**Your task:**
Without changing a word, repeat the data, and include no pictures.

**Supplied material:**
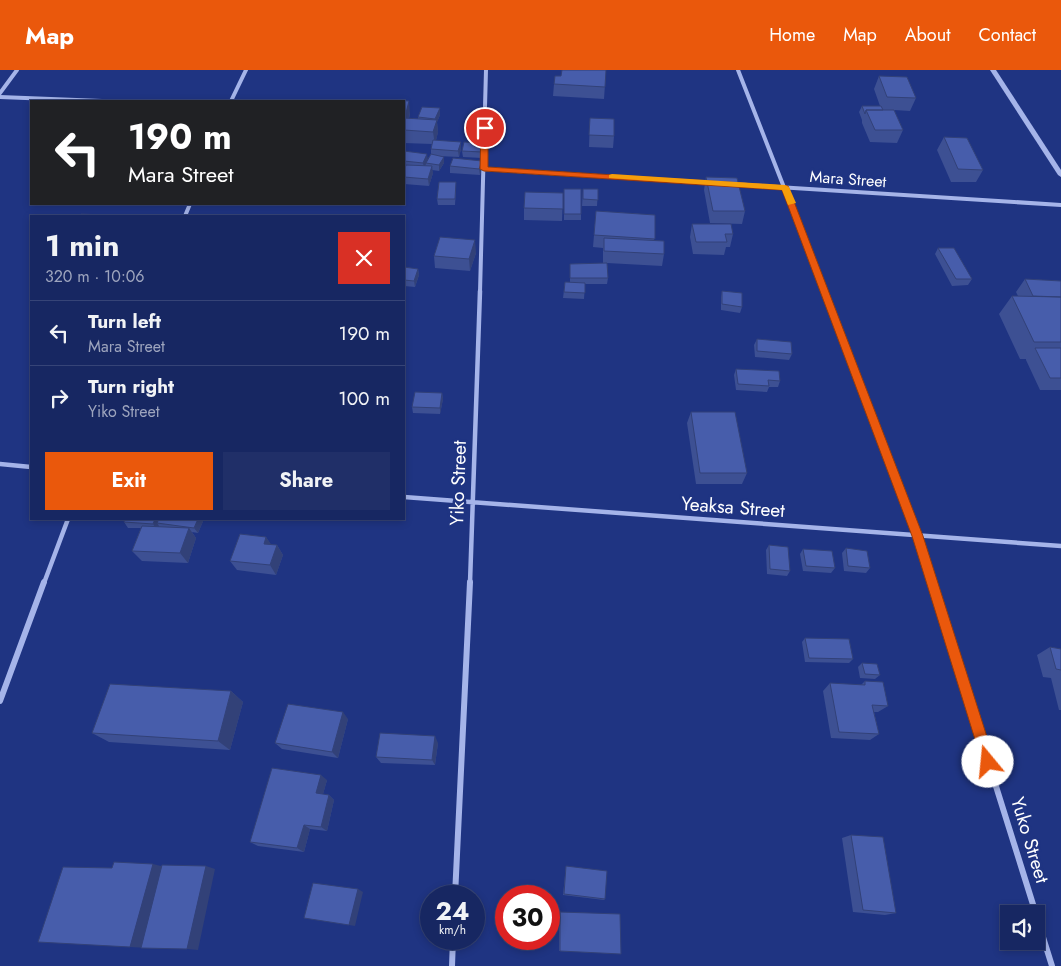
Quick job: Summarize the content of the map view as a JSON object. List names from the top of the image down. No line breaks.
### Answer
{"streets":{"street":["Mara Street","Yiko Street","Yeaksa Street","Yuko Street"]},"crossings":[["Mara Street","Yuko Street"],["Yiko Street","Yeaksa Street"],["Yeaksa Street","Yuko Street"]],"page":{"header":"Map","nav":["Home","Map","About","Contact"],"turn":["190 m","Mara Street"],"heading":["1 min","320 m · 10:06"],"list":[{"name":"Turn left","note":"Mara Street","value":"190 m"},{"name":"Turn right","note":"Yiko Street","value":"100 m"}],"buttons":["Exit","Share"],"speed":"24 km/h","limit":"30"}}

**Answer to this problem:**
Quick job: Summarize the content of the map view as a JSON object. List names from the top of the image down. No line breaks.
### Answer
{"streets":{"street":["Mara Street","Yiko Street","Yeaksa Street","Yuko Street"]},"crossings":[["Mara Street","Yuko Street"],["Yiko Street","Yeaksa Street"],["Yeaksa Street","Yuko Street"]],"page":{"header":"Map","nav":["Home","Map","About","Contact"],"turn":["190 m","Mara Street"],"heading":["1 min","320 m · 10:06"],"list":[{"name":"Turn left","note":"Mara Street","value":"190 m"},{"name":"Turn right","note":"Yiko Street","value":"100 m"}],"buttons":["Exit","Share"],"speed":"24 km/h","limit":"30"}}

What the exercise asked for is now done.